Yes, queries are translated into Kafka Streams API.
In the client-server(cluster) mode each query will run on every instance of engine the same way kafka streams apps run on multiple instances.
Spark SQL is different from KSQL in the following ways:
- Spark SQL is not an interactive Streaming SQL interface. To do stream processing, you have to switch between writing code using Java/Scala/Python and SQL statements. KSQL, on the other hand, is a completely interactive Streaming SQL engine. You can do sophisticated stream processing operations interactively using SQL statements alone.
- KSQL is a true event-at-a-time Streaming SQL engine. Spark SQL is micro-batch.

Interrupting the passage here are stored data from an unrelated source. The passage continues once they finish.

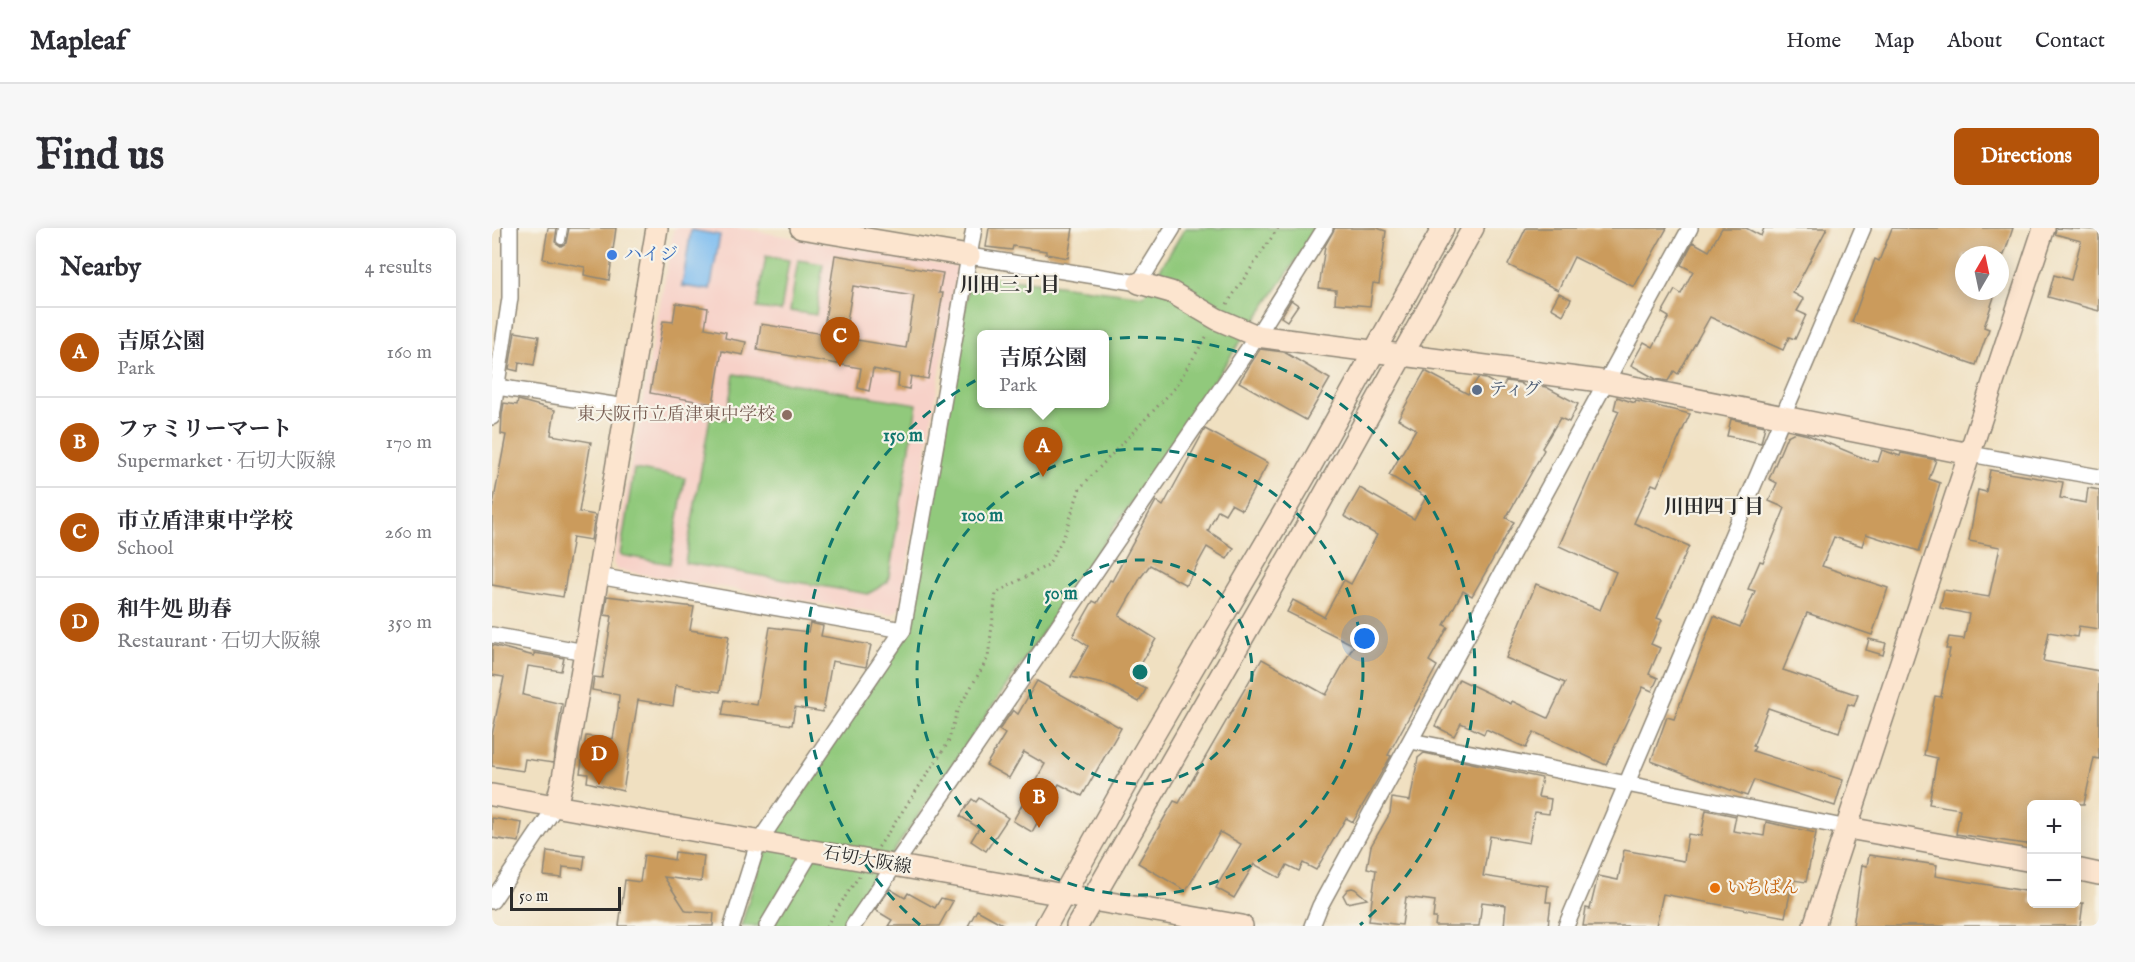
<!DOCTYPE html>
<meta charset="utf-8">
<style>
:root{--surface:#fff;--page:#f7f7f7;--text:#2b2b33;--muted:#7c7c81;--line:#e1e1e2;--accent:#b45309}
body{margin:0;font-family:"IM FELL English","Noto Serif JP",serif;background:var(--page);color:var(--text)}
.controls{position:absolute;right:18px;bottom:18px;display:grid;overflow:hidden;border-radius:9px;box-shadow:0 3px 15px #0003}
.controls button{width:54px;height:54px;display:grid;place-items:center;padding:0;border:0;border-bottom:2px solid var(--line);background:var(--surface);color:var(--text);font:30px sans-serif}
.compass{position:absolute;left:1463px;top:18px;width:54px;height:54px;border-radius:50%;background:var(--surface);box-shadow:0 3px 15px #0003;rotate:9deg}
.scale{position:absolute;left:18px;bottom:15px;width:111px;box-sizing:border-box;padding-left:6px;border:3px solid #2b2b2b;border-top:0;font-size:16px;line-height:21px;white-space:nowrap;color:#2b2b2b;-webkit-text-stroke:4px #f7f3e8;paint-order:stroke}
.you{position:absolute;left:873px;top:411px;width:21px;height:21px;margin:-15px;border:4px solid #fff;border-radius:50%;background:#1a73e8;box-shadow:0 0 0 9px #1a73e833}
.badge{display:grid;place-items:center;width:39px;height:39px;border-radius:50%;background:var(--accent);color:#fff;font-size:20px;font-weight:700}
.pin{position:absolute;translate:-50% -50px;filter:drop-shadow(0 2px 3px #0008)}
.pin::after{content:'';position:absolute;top:32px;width:21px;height:18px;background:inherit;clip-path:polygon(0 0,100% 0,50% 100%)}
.popup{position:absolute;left:485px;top:102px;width:132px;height:78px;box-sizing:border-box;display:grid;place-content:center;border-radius:9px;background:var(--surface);filter:drop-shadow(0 2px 4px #0005);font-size:20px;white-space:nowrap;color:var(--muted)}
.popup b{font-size:22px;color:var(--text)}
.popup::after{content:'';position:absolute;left:50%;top:100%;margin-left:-12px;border:12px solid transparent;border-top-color:var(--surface)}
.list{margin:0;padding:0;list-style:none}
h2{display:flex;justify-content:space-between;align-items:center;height:78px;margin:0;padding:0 24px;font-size:26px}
h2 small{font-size:20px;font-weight:400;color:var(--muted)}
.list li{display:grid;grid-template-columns:39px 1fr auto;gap:18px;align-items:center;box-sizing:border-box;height:90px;padding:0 24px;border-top:2px solid var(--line)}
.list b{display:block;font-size:22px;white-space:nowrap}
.list p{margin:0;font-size:20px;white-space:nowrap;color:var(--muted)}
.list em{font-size:20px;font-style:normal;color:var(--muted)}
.map{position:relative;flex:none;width:1607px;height:698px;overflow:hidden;border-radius:9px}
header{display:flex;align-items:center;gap:36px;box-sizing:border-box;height:84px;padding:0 30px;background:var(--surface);border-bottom:2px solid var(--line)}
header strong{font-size:28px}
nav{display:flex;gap:33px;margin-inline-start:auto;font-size:21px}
.intro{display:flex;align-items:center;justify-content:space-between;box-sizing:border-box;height:144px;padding:0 36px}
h1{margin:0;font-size:42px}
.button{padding:15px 27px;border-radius:9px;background:var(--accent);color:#fff;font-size:21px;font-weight:700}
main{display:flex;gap:36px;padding:0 36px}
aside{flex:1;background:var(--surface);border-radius:9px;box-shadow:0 3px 15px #0003}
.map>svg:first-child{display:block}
.built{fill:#f7d1c8}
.green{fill:#91c97c;stroke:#5e7a54;stroke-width:1.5;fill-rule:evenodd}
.water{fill:#7cbcf0;stroke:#54748e;stroke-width:1.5}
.building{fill:#cb9b5c;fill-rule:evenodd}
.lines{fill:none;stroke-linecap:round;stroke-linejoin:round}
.lane-casing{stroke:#8e8676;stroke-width:10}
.street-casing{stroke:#8e8676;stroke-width:18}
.secondary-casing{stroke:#8e8676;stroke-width:24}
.path{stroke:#8e8676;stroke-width:3;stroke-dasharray:1.5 4.5;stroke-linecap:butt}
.lane{stroke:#fff;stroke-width:8}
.street{stroke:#fff;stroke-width:15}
.secondary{stroke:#fce5cf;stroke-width:21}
.path-bridge{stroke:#8e8676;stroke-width:3;stroke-dasharray:1.5 4.5;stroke-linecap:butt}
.ring{fill:none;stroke:#0f766e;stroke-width:3;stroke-dasharray:10 8}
.shop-dot{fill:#3f7fe0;stroke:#f7f3e8;stroke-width:2}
.service-dot{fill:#5c6f8a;stroke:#f7f3e8;stroke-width:2}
.education-dot{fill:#8d6e63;stroke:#f7f3e8;stroke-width:2}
.food-dot{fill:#e8710a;stroke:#f7f3e8;stroke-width:2}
.labels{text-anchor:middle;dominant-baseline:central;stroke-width:4.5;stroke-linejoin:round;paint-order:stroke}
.shop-label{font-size:18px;fill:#366cbe;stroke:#f7f3e8;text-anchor:start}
.service-label{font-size:18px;fill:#4e5e75;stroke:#f7f3e8;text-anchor:start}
.education-label{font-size:18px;fill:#785e54;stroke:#f7f3e8;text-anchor:end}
.street-label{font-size:18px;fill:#2b2b2b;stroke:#f7f3e8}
.food-label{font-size:18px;fill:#c56008;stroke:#f7f3e8;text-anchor:start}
.neighbourhood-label{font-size:20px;font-weight:bold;fill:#2b2b2b;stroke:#f7f3e8}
.centre{fill:#0f766e;stroke:#f7f3e8;stroke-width:3}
.ring-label{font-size:18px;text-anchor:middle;font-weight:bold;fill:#0f766e;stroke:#f7f3e8;stroke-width:4.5;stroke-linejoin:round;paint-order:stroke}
</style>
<header>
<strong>Mapleaf</strong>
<nav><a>Home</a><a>Map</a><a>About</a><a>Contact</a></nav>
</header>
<div class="intro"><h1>Find us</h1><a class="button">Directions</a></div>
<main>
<aside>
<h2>Nearby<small>4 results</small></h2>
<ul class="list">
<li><span class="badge">A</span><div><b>吉原公園</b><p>Park</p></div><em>160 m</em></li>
<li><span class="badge">B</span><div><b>ファミリーマート</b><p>Supermarket · 石切大阪線</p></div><em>170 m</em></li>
<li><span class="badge">C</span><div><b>市立盾津東中学校</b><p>School</p></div><em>260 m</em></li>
<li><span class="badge">D</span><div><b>和牛処 助春</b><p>Restaurant · 石切大阪線</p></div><em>350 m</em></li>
</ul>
</aside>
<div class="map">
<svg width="1607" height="698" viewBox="0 0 1607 698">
<rect width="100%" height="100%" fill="#f7f3e8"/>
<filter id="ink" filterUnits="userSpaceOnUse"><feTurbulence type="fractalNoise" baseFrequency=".0167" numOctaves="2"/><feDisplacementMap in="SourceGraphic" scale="12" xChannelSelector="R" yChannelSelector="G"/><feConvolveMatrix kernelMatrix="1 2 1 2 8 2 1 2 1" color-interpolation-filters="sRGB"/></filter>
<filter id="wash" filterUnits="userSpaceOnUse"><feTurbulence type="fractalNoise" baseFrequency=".008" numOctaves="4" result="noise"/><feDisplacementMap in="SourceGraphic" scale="24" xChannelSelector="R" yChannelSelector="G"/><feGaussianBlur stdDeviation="1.35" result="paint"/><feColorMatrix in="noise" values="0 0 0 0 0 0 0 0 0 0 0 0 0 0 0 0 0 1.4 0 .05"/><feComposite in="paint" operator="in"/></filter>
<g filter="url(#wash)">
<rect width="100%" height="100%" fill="#f0e0c1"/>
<polygon class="built" points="182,0 248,0 466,39 408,380 400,387 125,342 121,335"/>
<g class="green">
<path d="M693,0H826L351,698H249L267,639L287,593L416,406L479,46L652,68ZM490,106H612V176H490Z"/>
<polygon points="274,28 297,32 289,83 265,80"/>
<polygon points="306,32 331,36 324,87 298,83"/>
<polygon points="242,146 425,176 396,354 376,366 193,335 218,189 234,191"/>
<polygon points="142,241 193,250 178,336 128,327"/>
</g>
<polygon class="water" points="199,2 228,7 218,62 190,58"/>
<g id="blocks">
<g class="building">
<polygon points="56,0 65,0 63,14 69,18 74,15 77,0 124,0 117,52 92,47 93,39 51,31"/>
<polygon points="497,0 581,0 576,30 554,26 554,23 521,18 520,22 494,19"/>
<polygon points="843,0 885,0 894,3 887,56 881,55 878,78 843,75 844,62 827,60 833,18"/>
<polygon points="1034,0 1175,0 1142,59 1082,29 1066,62 1016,37"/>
<polygon points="1230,0 1254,0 1269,8 1272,0 1335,0 1301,65 1312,71 1305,83 1314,87 1303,111 1297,109 1291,122 1218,89 1186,146 1182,143 1176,153 1164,151 1139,137 1152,114 1161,119 1177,89 1170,85 1183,62 1189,66 1201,43 1189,37 1201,14 1217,23"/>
<polygon points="1400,0 1521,0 1512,27 1472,27 1472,63 1504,63 1492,99 1497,101 1484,137 1360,94 1383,31 1387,33"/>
<polygon points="1564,0 1607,2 1607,83 1556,69 1562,47 1579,52 1589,13 1563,6"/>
<path d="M343,27L451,45L447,65H451L436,151L419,148L417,161L406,159L407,146L381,141L377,163L366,160L369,140L265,122L269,96L331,106ZM361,58L422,68L414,120L352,110Z"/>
<polygon points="1067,65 1079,71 1071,87 1059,80"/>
<polygon points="799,72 806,77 795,93 789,89"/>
<polygon points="184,75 216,80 213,100 234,104 233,110 254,114 251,127 230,123 221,176 158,165 171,93 181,94"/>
<polygon points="23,104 47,108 42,137 27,134 26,143 17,141"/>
<polygon points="768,121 792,124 838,151 814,192 747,154"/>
<polygon points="933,143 976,166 986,150 994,151 1010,160 1014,153 1028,155 1038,162 1041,157 1054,159 1086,176 1077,194 1068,190 1050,220 1052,222 1014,290 1022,294 980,368 971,363 952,397 956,399 937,433 945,438 896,527 899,528 861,594 854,590 824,642 811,635 807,643 795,637 788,650 762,636 742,670 724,660 749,616 728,604 694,663 646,635 682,573 687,575 770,431 834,467 862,417 795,384 801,372 832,389 852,352 859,356 885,307 852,288 868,260 922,291 934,269 897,247 924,201 906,191"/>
<polygon points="1125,169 1143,175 1144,173 1198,186 1165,258 1160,256 1142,295 1197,318 1165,390 1170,392 1159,416 1168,420 1157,446 1166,450 1160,463 1151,459 1114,537 1042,504 1034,520 994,501 992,506 969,495 962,508 943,498 967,451 1019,476 1020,473 1056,490 1073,455 1014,430 1044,356 1108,382 1124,344 1067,318 1127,183 1122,181"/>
<polygon points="26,172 63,182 59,207 99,214 87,284 103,287 99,312 81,309 71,369 0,357 0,282 14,207 9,206 10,187 12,175 25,177"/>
<polygon points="1239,191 1273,198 1269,215 1235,208"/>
<polygon points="713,201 776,235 750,282 739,276 733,286 726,282 716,303 742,320 735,331 715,319 694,357 658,337 649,349 627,388 664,411 642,448 647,451 644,456 654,461 647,474 616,457 579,449 596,418 581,408 601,373 605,375 618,352 620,353 664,273 671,278"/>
<polygon points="1303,204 1316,207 1376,232 1386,234 1390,222 1408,228 1409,225 1444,232 1437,251 1448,255 1427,323 1374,306 1370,318 1342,309 1330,338 1396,360 1380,407 1315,385 1291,442 1366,467 1362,478 1356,476 1347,504 1276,480 1261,518 1263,519 1261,523 1351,552 1343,578 1262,552 1255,568 1159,533 1175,489 1182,491 1222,388 1248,399 1263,363 1256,361 1268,333 1271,334 1293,280 1277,273 1285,255 1277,251 1295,208"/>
<polygon points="1498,242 1571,254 1568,270 1594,275 1596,260 1607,262 1607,401 1587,398 1585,409 1557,404 1551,433 1607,443 1607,531 1602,530 1592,576 1539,576 1539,615 1534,616 1464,606 1468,581 1437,576 1445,530 1432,527 1443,468 1449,469 1458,421 1454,421 1457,409 1472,411 1477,386 1448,380 1452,362 1497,369 1508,319 1477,313 1486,262 1494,264"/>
<polygon points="115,368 202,379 198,402 237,408 228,464 184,457 181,478 146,472 131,563 95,554 96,546 88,545 94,508 121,511 126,482 127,467 100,462 102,449 110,450 120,388 112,387"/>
<polygon points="318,395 331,398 329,408 379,417 374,439 340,433 331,484 303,479 300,497 230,487 233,472 265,477 278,399 316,404"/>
<polygon points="1377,411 1394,415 1391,427 1374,422"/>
<polygon points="0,417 42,428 42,425 72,430 69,443 36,438 31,467 70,476 61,535 33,531 31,543 0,538 0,507 12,449 0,447"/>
<polygon points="545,453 629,500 590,568 567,556 540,604 521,593 553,536 532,524 517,550 494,537 513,506 507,502 521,482 526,486"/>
<polygon points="932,525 1050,550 1046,569 1059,571 1057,586 1043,584 1037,615 998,608 991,648 1056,658 1054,674 1059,674 1056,698 1012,698 1014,677 990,674 987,698 943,698 944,690 941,690 943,673 914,669 910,697 877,693 884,642 875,640 879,618 898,585 900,570 918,573 926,530"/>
<polygon points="487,570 516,590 494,623 479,613 487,600 468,588 480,571 484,574"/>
<polygon points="1214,582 1244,588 1241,603 1272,608 1274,594 1324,605 1314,654 1301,652 1293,689 1171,666 1164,698 1091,698 1094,680 1098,681 1106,648 1126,652 1132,622 1192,633 1196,606 1209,608"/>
<polygon points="0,590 30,595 27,614 0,610"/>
<polygon points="55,623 93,628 91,641 71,639 70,650 52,648"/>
<polygon points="183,624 212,628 209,654 172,649 194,683 222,685 221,698 127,698 133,652 148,654 152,627 182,632"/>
<polygon points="1377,627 1445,637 1443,648 1539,664 1539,675 1591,675 1588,698 1361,698 1370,637 1375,638"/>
<polygon points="860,660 863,661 875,671 855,675 851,667 856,661"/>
<polygon points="398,661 413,670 416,665 443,680 449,670 461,673 447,698 396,698 400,692 383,682"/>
<polygon points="485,682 514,698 476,698"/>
</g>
</g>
</g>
<g filter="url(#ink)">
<use href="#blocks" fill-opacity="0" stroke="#8e8676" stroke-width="1.5"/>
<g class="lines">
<g class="lane-casing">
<polyline id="lane" points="69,12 71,0"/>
</g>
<g class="street-casing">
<g id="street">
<polyline points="477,28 647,55 681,0"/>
<polyline points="5,159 134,179"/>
<polyline points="0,189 18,70 18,0"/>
<polyline points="1478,226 1607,249"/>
<polyline points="106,348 411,402 482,0"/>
<polyline points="0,407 93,424"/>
<polyline points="919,513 1356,600"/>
<polyline points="0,673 64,578"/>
<polyline points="240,698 266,615 411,402"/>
<polyline points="275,698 319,624"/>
<polyline points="361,698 765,108 833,0"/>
<polyline points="820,698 828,678 1198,0"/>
<polyline points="1074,698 1371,0"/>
</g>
</g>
<g class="secondary-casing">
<g id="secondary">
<polyline points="309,0 477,28"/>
<polyline points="647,55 679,64 725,91 765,108 1116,154 1478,226"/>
<polyline points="0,567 750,698"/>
<polyline points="64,578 71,550 93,424 165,0"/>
<polyline points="1356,600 1540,633"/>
<polyline points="1584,641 1607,646"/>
<polyline points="554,698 647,532 813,248 951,0"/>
<polyline points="585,698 816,296 981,0"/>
<polyline points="1322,698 1552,0"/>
</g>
</g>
<g class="path">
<polyline points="735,76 786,0"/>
<polyline points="400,599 456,515 465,483 496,430 504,365 556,337 572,308 588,260 682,161 716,106"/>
<polyline points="334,698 353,669"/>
</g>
<use href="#lane" class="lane"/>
<use href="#street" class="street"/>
<use href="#secondary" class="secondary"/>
<polyline class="path-bridge" points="353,669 400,599"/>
</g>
</g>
<g class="ring">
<circle cx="648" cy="444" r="112"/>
<circle cx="648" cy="444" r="223"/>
<path d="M428 697A335 335 0 1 1 868 697"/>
</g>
<circle class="shop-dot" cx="120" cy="27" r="6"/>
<circle class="service-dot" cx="985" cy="162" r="6"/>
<circle class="education-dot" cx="295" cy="187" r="6"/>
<circle class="food-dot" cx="1223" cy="660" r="6"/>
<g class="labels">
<g class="shop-label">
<text x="132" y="27">ハイジ</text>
</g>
<g class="service-label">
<text x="997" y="162">ティグ</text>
</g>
<g class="education-label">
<text x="283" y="187">東大阪市立盾津東中学校</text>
</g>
<g class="street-label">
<text transform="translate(375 633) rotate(10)">石切大阪線</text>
</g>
<g class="food-label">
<text x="1235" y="660">いちばん</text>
</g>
<g class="neighbourhood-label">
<text x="518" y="57">川田三丁目</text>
<text x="1222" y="279">川田四丁目</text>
</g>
</g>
<circle cx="648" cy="444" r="9" class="centre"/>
<g class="ring-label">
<text x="411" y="213">150 m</text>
<text x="490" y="293">100 m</text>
<text x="569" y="371">50 m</text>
</g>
</svg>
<div class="controls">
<button>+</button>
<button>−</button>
</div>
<svg class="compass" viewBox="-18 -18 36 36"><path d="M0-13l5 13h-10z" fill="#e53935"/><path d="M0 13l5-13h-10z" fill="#7c7c81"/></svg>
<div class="scale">50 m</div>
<div class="you"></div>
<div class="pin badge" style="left:551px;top:249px">A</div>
<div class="popup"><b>吉原公園</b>Park</div>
<div class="pin badge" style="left:547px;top:600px">B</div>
<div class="pin badge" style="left:348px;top:139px">C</div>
<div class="pin badge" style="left:107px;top:557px">D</div>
</div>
</main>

Suppose you modeled your domain with events and your stack is build on top of it. As stuff happens in your application, events are generated and appended to the stream. The stream is consumed by any number of consumers and awesome stuff is produced with it. The stream is persisted and you have all events starting from day 1.
Over time, things have changed and you have evolved your events to include some fields and deprecate others. You could do this without any downtime whatsoever by changing your events in a way that is backward compatible way.
What is the good approach to what I'd call a `replay`?
When you want to replay all events, the version of your apps that will consume the events may not know about the fields that were in the event for day one.